**RAW DATA**
---------------

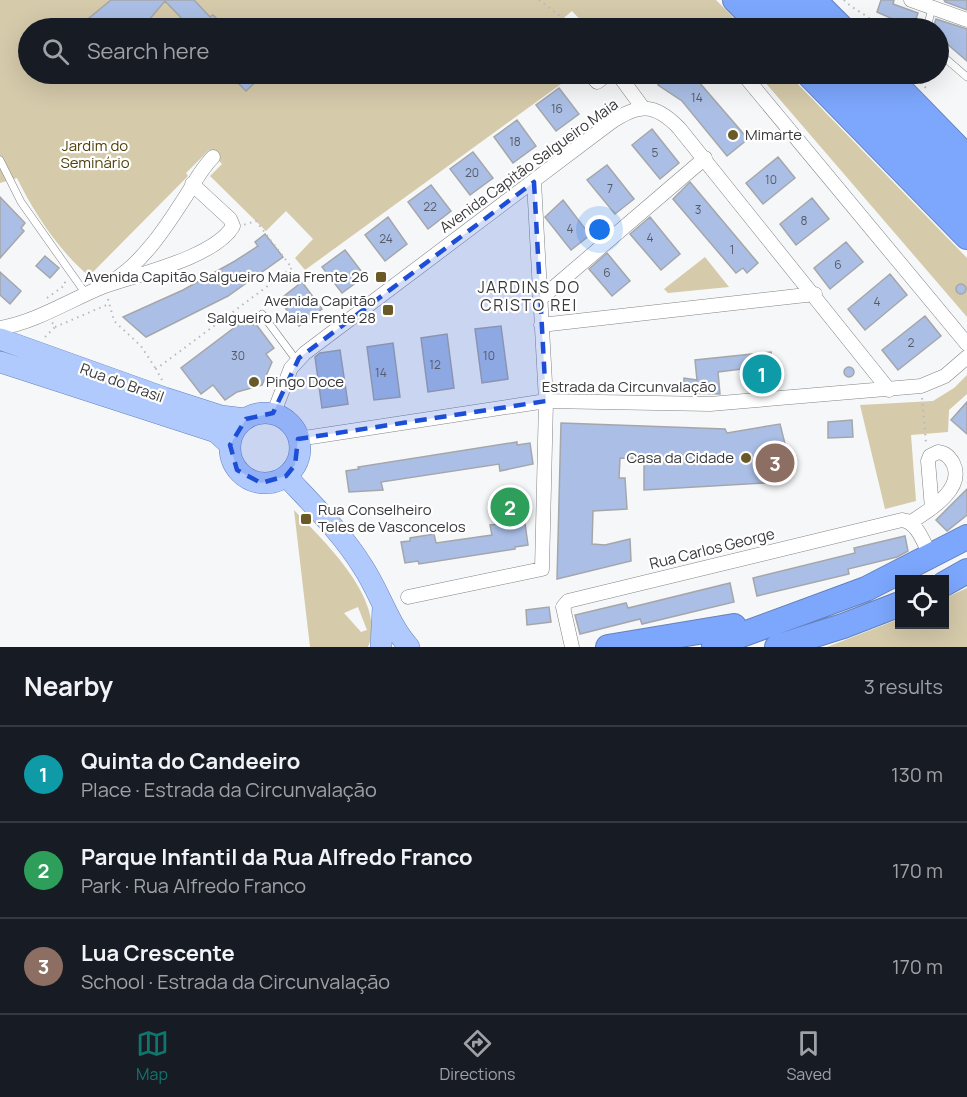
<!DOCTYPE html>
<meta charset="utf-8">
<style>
body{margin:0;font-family:Manrope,sans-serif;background:#20242c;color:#f1f3f6}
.controls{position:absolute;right:18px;bottom:18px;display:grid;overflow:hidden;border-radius:0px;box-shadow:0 6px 24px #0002}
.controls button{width:54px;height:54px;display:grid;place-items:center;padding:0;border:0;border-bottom:2px solid #363941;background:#171b24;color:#f1f3f6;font:30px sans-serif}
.you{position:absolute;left:600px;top:230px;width:21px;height:21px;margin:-15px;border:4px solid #fff;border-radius:50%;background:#1a73e8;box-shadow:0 0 0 9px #1a73e833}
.badge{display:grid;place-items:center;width:39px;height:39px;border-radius:50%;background:#0f766e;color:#fff;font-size:20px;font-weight:700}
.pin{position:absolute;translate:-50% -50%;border:3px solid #fff;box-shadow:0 2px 6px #0006}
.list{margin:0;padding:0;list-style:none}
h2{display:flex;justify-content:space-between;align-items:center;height:78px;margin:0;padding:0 24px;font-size:26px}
h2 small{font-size:20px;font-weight:400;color:#9ea1a6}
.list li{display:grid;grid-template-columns:39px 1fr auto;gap:18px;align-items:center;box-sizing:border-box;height:96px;padding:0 24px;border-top:2px solid #363941}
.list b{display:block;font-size:22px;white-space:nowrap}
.list p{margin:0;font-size:20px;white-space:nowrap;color:#9ea1a6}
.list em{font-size:20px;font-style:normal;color:#9ea1a6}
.icon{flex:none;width:33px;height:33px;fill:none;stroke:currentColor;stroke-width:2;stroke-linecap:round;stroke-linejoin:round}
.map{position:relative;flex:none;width:967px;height:647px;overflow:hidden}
.search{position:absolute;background:#171b24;box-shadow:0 6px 24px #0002;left:18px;right:18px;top:18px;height:66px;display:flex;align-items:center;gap:15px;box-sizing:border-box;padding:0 21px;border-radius:33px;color:#9ea1a6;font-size:22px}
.sheet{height:366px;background:#171b24}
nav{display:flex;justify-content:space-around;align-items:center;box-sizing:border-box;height:84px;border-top:2px solid #363941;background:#171b24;font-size:16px;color:#9ea1a6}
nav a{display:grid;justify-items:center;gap:3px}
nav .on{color:#0f766e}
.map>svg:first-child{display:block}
.green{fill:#d5caaa;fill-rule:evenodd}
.building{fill:#abbfe6;stroke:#a5a6a9;stroke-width:1.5}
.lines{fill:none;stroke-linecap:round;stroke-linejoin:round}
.lane-casing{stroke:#828486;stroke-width:8}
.street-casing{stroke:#828486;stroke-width:15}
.primary-casing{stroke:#6580b9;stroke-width:22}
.highway-casing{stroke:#6580b9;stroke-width:26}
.path{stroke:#b8b9bb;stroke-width:2;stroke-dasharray:1.5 4.5;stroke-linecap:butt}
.lane{stroke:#fff;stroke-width:7}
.street{stroke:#fff;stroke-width:14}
.primary{stroke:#b0cafe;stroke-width:21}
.highway{stroke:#7ca7fd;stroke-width:24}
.marked{fill:#1d4ed8;fill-opacity:0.2;stroke:#1d4ed8;stroke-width:4.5;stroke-dasharray:12 8;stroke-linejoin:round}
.poi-dot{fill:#6a5a28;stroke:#fff;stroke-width:2}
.labels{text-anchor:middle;stroke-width:4.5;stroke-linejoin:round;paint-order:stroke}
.number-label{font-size:12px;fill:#565a66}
.poi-label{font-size:15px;fill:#39393b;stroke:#fff;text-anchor:start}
.park-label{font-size:15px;fill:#51420c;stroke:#fff}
.street-label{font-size:15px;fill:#39393b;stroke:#fff}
.neighbourhood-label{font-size:16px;letter-spacing:1.5px;fill:#39393b;stroke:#fff}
</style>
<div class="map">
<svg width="967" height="647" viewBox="0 0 967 647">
<rect width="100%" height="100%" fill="#f5f7f9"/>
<path class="green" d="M0 0H716L744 28 687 25 656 28H588L572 11 552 28H28V74H570L572 76 305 270 295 258 313 239 286 211 266 231 210 176 222 164 209 150 186 173 188 176 89 276C59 251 34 213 17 178L0 183Z
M758 74H788L967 258V317Z
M705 257 729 287 668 293 664 289Z
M967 375V394L949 410 948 432 911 435 916 501 885 509 860 405 933 401 954 388Z
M521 496 524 515 499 518 497 499Z
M294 510C323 540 388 601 368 647H310ZM358 607 367 630 361 632 344 613Z
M967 588V647H827L899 619 900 624H944L945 598Z"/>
<path class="building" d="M111 0H194L210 17 213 15 219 21 217 23 221 28H191L165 1 142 28H77Z
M881 0H894L893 4 918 13 913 28 877 12Z
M944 0H967V10L945 2Z
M936 19 967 29V61L939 37V28H933Z
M229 74H264L246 91Z
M643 74H692L748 139 727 156 682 101 658 85 660 82Z
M559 88 579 114 556 131 536 105Z
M517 120 536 146 513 163 494 137Z
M652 129 679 163 660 179 632 145Z
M473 152 493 178 470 195 450 169Z
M778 157 795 178 763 204 746 183Z
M607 165 634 199 615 214 587 180Z
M690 182 758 263 747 273 743 268 736 273 673 199Z
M431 185 451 211 428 229 408 202Z
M0 197 25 223 21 228 24 231 0 258Z
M812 198 829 219 796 245 780 224Z
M563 200 590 235 571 250 545 217Z
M388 217 407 244 385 261 365 235Z
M650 217 680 254 661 270 630 234Z
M265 234 283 257 228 296 146 337 123 317 183 290 235 261 258 246 255 242Z
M846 242 863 262 830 289 814 268Z
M345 250 365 276 342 293 322 267Z
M607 253 630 281 612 296 589 269Z
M45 256 59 268 50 278 36 266Z
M0 272 21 291 10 304 0 295Z
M890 274 907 295 865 330 848 309Z
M302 282 322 309 299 326 279 300Z
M956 289a5 5 0 1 1 10 0a5 5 0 1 1-10 0Z
M925 316 941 336 898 370 882 350Z
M247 318 253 325 255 323 274 348 266 354 272 362 262 385 237 392 225 400 213 385 201 394 181 368Z
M501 326 508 379 482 383 475 329Z
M447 334 454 388 428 392 421 338Z
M393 343 400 397 374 400 367 347Z
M340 350 348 404 322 408 315 357 320 353Z
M771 352 775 389 753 391 750 368 718 372 720 394 683 393 684 378 697 380 695 360Z
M844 372a5 5 0 1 1 10 0a5 5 0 1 1-10 0Z
M967 402V434L951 420Z
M852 420 853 437 828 438V422Z
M561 423 725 429 727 433 780 424 785 444 773 447 782 482 644 490V459L620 458 619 478H625L627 509 593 511 592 544 605 545 630 539 631 561 557 579Z
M517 442V445L530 443 533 464 500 471 499 464 381 482 383 490 349 492 346 471 359 469 358 467Z
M967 489V515L947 531 936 520Z
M516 522V524L525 523 528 545 515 547V549L419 564 418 561 405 563 401 542 410 541V538L434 534 436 543 492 535 490 525Z
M905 536 908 551 897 557 848 569 849 574 757 596 753 578 855 553 854 548Z
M730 583 734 602 642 624 640 619 580 634 575 615 626 603 628 608Z
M549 607 551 622 527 625 526 610Z"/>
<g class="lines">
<defs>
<path id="lane" d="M927 28 932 8
M938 52 967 77
M0 160 21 202 86 294
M262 314 297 361"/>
<path id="street" d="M911 0 967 20
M590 74 597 82 608 74
M618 74 643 108
M743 74 967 344
M114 280C143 262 166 227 184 199 194 184 200 170 213 157
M539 300 705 158
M541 325 815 294
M0 328C36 322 68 301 102 287 134 275 215 258 233 226L230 219 192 184
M273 415 291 368 305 353 610 123C638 104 654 102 679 128L889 390
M298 439 546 401 710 404 921 386 945 376 967 357
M911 522C928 511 966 489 953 463 949 457 946 453 938 452L930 456 928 461 932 508
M408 597 542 569 546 401 534 182
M572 647 563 607 568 601 902 520C918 522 924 544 931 557"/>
<path id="primary" d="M0 339 165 398 221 416 246 419
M0 362 216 432 230 445
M230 448a35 35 0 1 1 70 0a35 35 0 1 1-70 0Z
M286 476C313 505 342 533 363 567 380 593 388 623 409 647
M381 647 383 607"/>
<path id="highway" d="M735 0 763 28
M760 0 788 28
M788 0 816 28
M814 0 842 28
M808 74 967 237
M832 74 967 213
M859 74 967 186
M886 74 967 157
M944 584 967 571
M714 645 866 589 967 537
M608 647 734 626
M777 647 843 626 900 604"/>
</defs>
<use href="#lane" class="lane-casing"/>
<use href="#street" class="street-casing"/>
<use href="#primary" class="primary-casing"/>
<use href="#highway" class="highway-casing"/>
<path class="path" d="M539 0 576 28
M844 0C854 11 872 16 878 28
M565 22 571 28
M912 74 926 88
M47 298 65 285V280
M108 299 114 321 141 346 156 369
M55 327 109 304
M45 337 55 327 52 322
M162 380 156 369 292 268 256 221 243 225
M922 398 926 443"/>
<use href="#lane" class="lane"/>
<use href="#street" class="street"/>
<use href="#primary" class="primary"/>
<use href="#highway" class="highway"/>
</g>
<path class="marked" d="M534 182 546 401 298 439 295 465 286 476 261 483 237 470 230 445 246 419 273 413 299 358Z"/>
<g class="poi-dot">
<circle cx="733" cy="135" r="6"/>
<rect x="375" y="271" width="12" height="12" rx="3"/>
<rect x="382" y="304" width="12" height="12" rx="3"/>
<circle cx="254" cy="382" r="6"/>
<circle cx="746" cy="458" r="6"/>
<rect x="300" y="513" width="12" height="12" rx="3"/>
</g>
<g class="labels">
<g class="number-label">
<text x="697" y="102">14</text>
<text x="557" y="113">16</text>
<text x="515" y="146">18</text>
<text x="655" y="157">5</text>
<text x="472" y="177">20</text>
<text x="771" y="184">10</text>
<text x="610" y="193">7</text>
<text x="430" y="211">22</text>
<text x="698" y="214">3</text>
<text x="804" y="225">8</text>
<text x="570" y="233">4</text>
<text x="650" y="242">4</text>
<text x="386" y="243">24</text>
<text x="732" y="254">1</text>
<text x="838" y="269">6</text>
<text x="607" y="277">6</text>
<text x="877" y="306">4</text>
<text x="911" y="347">2</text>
<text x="238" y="360">30</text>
<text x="489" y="360">10</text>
<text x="435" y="369">12</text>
<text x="381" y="377">14</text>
</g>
<g class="poi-label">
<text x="745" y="140">Mimarte</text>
<text x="369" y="282" text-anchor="end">Avenida Capitão Salgueiro Maia Frente 26</text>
<text x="376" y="306" text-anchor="end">Avenida Capitão<tspan x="376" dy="17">Salgueiro Maia Frente 28</tspan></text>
<text x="266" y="387">Pingo Doce</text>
<text x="734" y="463" text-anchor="end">Casa da Cidade</text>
<text x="318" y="515">Rua Conselheiro<tspan x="318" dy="17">Teles de Vasconcelos</tspan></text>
</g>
<g class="park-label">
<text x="95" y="151">Jardim do<tspan x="95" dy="17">Seminário</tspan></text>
</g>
<g class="street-label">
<text transform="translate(529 166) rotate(-36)" y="5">Avenida Capitão Salgueiro Maia</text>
<text transform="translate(122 383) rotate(20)" y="5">Rua do Brasil</text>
<text x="629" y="392">Estrada da Circunvalação</text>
<text transform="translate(712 549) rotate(-14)" y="5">Rua Carlos George</text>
</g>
<g class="neighbourhood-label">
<text x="529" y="293">JARDINS DO<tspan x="529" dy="18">CRISTO REI</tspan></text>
</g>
</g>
</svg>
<div class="controls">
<button><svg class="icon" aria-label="locate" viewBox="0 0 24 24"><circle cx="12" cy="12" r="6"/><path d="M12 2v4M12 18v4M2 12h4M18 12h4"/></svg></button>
</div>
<div class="you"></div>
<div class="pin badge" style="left:762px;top:374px;background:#0f9aa8">1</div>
<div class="pin badge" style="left:510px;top:507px;background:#2e9e5b">2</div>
<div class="pin badge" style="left:775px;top:463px;background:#8d6e63">3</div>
<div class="search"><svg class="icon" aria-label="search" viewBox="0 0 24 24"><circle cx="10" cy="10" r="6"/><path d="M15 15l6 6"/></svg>Search here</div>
</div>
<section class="sheet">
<h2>Nearby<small>3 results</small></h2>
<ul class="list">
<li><span class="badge" style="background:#0f9aa8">1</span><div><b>Quinta do Candeeiro</b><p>Place · Estrada da Circunvalação</p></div><em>130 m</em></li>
<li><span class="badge" style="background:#2e9e5b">2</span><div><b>Parque Infantil da Rua Alfredo Franco</b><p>Park · Rua Alfredo Franco</p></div><em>170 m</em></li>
<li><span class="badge" style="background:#8d6e63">3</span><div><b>Lua Crescente</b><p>School · Estrada da Circunvalação</p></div><em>170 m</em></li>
</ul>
</section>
<nav>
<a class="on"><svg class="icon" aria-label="map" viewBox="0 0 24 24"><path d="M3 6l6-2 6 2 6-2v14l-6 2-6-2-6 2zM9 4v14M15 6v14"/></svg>Map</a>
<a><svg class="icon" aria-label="directions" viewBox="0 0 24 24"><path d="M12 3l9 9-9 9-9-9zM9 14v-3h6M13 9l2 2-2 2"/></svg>Directions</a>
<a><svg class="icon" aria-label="saved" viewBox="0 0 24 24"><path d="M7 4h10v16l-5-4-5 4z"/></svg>Saved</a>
</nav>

---------------

Lines with the word "bottom": tally them across the material and give only the total.

**RESPONSE**
2